Publications for The Siècle in 2023:

  1. Episode 32: The Congregation (January 30, 2023)
  2. Supplemental 16: Restoration Elections (March 5, 2023)
  3. Episode 33: Martignac (March 31, 2023)
  4. Supplemental 17: Béranger (May 2, 2023)
  5. Episode 34: Polignac (June 18, 2023)
  6. Episode 35: L’Économie (August 31, 2023)
  7. Supplemental 18: Bonds, French Bonds (October 2, 2023)
  8. Episode 36: Wreck of the Medusa (November 27, 2023)
  9. Episode 37: Algiers (December 8, 2023)

Minneapolis Fed

I began the year working for the Federal Reserve Bank of Minneapolis, which included a fair bit of behind-the-scenes programming and development, and also a four published articles containing around 4,500 words and 14 charts. Most of my writing for the Minneapolis Fed this year was part of an ongoing series analyzing the U.S. workforce through statistical data.

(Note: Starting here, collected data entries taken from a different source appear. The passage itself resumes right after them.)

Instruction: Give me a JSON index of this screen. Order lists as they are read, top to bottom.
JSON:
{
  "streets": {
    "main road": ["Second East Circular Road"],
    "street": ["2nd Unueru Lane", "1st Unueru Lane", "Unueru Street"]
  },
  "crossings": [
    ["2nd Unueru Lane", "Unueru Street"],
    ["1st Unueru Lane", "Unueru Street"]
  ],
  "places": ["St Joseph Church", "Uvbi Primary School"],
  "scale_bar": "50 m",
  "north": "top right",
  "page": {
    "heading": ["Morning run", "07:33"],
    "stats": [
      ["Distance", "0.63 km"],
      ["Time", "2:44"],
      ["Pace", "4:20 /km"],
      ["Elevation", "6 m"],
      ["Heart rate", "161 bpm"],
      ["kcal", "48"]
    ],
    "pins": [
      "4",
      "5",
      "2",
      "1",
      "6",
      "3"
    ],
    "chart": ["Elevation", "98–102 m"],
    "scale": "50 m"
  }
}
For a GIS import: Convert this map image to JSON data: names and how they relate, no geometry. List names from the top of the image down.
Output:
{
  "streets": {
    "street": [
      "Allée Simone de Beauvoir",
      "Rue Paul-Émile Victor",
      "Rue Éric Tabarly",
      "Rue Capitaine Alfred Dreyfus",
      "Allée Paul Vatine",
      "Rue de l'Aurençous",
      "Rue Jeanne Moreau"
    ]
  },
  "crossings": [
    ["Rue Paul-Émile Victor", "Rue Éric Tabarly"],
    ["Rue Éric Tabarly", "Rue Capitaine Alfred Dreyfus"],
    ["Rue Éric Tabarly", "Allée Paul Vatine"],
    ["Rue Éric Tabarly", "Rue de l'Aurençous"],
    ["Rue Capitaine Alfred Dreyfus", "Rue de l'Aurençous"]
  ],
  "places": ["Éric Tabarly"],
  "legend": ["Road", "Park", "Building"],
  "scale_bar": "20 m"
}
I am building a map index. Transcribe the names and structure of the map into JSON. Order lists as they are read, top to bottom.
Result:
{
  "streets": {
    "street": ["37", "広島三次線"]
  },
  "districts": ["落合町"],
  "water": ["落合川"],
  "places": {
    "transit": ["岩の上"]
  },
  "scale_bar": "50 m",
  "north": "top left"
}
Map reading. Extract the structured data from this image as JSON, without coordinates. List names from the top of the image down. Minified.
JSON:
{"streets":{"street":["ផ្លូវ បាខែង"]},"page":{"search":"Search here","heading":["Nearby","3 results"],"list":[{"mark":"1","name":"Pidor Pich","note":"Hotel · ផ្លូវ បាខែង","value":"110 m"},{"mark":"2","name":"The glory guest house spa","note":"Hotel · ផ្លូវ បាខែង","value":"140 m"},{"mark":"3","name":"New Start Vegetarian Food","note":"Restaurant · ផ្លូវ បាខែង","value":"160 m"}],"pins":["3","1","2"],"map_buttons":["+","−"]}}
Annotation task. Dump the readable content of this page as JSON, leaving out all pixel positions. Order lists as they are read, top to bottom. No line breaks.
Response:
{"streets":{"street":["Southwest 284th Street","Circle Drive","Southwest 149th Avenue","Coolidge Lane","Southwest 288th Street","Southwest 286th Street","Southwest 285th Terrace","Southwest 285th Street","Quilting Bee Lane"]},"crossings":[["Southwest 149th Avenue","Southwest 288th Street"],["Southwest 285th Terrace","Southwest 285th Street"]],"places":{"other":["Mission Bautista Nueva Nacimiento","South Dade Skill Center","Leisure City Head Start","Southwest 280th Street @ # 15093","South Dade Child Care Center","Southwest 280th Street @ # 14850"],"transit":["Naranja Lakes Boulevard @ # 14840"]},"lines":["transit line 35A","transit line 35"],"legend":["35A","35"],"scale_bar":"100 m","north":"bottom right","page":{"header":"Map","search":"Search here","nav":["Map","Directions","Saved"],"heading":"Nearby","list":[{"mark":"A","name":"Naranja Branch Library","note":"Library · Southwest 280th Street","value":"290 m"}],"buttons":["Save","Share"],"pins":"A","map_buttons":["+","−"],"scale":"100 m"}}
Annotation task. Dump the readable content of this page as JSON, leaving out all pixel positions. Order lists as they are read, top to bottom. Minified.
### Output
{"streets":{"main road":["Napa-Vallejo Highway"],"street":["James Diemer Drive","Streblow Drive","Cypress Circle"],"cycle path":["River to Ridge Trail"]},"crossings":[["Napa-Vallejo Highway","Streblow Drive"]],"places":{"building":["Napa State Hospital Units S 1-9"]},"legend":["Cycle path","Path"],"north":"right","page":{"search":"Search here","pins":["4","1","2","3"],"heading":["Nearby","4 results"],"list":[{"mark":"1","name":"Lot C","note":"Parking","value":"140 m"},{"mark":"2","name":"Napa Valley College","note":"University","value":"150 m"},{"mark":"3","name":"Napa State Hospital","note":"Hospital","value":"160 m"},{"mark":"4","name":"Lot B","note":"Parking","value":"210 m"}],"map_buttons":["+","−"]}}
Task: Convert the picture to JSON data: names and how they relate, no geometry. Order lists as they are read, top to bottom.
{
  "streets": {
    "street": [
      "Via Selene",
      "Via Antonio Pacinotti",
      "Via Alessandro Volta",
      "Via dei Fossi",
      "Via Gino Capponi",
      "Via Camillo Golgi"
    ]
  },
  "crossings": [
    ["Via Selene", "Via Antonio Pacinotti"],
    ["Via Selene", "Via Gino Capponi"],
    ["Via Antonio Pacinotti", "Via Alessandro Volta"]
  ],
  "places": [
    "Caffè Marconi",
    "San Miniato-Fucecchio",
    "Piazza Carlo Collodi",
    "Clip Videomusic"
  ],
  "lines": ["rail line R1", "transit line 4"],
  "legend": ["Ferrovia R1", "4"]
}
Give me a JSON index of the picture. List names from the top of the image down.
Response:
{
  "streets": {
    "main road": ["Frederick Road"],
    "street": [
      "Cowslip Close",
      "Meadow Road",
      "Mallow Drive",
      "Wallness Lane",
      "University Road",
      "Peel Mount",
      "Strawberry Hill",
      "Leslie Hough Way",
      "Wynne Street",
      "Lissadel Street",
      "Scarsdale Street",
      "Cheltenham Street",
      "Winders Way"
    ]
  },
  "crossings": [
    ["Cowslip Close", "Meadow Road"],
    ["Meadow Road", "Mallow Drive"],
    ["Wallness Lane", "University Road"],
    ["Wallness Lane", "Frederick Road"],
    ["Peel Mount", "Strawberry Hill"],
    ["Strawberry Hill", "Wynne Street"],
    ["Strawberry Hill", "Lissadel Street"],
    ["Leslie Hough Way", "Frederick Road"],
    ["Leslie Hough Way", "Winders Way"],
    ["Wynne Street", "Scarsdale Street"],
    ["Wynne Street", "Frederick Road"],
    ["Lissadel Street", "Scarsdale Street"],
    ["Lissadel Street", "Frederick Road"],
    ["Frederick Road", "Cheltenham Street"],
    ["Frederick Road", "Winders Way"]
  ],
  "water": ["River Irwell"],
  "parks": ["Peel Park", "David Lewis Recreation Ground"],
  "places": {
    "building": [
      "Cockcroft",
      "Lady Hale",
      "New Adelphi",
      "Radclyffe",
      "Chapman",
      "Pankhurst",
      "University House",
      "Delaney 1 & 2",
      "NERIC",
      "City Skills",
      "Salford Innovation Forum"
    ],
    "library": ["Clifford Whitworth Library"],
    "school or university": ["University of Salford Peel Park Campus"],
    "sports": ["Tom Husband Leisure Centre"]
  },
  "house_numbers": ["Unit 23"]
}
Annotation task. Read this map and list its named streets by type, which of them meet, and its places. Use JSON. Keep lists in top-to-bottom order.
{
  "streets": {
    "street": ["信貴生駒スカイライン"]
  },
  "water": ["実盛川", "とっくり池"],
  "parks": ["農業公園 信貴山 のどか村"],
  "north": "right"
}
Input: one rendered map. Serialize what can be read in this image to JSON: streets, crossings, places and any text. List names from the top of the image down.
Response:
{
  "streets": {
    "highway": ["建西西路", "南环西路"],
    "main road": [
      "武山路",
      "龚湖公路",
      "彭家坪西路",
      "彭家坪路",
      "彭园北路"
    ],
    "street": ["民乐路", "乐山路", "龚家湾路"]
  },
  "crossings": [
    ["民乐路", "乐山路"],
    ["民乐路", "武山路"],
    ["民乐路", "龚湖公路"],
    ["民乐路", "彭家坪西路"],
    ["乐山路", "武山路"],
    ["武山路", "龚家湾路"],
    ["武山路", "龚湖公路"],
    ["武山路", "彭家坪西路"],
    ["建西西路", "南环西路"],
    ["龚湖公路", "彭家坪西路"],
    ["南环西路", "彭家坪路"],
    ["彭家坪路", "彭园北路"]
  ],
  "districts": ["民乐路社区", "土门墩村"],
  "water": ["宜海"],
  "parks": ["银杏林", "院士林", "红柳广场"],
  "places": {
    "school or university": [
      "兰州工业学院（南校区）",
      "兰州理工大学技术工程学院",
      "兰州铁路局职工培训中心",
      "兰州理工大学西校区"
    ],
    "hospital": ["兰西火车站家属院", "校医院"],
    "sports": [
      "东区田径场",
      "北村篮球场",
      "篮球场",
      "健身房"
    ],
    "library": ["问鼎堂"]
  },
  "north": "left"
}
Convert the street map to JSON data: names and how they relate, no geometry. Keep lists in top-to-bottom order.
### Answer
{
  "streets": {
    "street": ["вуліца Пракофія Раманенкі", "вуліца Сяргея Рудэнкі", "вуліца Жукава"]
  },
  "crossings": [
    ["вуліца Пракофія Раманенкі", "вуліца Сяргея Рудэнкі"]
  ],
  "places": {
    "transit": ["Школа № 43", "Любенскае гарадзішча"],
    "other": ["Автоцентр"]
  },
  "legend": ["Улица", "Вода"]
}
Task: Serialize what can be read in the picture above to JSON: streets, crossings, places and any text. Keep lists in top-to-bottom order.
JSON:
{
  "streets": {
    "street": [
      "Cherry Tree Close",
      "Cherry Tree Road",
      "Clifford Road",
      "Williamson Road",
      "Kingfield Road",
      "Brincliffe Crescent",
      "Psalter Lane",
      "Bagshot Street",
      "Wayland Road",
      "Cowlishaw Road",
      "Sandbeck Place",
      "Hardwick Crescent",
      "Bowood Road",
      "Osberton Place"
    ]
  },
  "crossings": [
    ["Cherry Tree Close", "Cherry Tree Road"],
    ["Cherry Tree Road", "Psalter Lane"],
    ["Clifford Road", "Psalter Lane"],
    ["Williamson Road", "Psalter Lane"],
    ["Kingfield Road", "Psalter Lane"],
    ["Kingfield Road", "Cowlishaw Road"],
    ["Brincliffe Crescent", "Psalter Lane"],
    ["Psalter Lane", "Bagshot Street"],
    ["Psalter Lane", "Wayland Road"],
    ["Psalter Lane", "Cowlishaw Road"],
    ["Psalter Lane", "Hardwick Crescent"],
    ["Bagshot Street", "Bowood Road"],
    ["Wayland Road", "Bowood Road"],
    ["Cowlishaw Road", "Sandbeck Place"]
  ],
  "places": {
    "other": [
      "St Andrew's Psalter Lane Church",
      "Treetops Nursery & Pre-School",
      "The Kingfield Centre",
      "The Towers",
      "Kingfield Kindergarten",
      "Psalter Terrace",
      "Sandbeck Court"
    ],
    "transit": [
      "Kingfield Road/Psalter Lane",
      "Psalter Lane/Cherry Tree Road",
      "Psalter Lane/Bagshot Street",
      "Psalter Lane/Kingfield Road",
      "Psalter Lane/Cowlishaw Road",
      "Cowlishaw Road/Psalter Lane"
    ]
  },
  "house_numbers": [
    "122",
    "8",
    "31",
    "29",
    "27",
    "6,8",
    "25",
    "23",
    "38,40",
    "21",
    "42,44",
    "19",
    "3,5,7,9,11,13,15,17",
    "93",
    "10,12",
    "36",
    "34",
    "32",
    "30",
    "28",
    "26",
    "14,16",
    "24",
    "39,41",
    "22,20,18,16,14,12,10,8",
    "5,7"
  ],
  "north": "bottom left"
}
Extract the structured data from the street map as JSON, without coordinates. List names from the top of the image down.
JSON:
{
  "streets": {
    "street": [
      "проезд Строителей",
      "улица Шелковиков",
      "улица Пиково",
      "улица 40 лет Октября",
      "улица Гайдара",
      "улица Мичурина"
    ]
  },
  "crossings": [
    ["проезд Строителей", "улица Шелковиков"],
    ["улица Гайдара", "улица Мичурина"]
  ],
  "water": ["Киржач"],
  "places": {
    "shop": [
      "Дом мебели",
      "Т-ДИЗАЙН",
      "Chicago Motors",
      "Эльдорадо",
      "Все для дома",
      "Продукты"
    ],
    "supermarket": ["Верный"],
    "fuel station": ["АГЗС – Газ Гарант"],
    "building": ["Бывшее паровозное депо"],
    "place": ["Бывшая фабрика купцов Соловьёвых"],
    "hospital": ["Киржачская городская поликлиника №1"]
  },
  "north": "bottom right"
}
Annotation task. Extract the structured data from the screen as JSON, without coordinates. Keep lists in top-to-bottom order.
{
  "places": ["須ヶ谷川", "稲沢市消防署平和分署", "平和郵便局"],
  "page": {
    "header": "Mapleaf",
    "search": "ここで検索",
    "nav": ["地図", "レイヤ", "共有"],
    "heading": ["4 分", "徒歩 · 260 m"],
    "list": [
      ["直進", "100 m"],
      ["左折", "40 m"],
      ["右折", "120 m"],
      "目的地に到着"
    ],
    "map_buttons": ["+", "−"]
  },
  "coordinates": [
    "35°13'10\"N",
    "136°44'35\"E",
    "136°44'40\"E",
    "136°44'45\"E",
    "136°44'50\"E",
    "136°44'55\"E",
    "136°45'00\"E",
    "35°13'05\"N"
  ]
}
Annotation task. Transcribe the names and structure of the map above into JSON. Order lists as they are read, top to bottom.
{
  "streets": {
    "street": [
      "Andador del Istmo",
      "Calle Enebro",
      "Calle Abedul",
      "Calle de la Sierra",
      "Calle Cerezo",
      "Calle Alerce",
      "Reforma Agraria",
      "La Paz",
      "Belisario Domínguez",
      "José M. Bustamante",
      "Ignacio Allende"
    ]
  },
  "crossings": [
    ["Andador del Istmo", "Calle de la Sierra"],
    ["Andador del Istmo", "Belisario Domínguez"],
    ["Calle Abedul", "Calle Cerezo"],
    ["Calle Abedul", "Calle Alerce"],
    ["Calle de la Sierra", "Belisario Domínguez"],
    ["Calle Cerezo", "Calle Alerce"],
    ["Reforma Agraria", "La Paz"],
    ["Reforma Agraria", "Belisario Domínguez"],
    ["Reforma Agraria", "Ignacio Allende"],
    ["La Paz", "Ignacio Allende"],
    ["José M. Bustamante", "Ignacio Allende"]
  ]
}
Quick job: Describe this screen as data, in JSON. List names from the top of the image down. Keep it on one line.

Publications for the Federal Reserve Bank of Minneapolis in 2023:

  1. Understanding the U.S.’s aging workforce (February 27, 2023)
  2. Behind the full-time caregivers leaving the workforce (July 5, 2023)
  3. Education and the choice to be a stay-at-home parent (August 30, 2023)
  4. Taking stock of homelessness in the United States” (September 25, 2023)

YouGov

In September I started a new job working as a senior data journalist for the survey company YouGov. In just over 3 exciting months at YouGov I wrote or co-wrote 31 articles while also making lots of charts and doing considerable programming development.

The 31 articles contain around 14,000 words and 109 charts. (I also created an unknown number of other YouGov charts that appeared in publications without my byline.)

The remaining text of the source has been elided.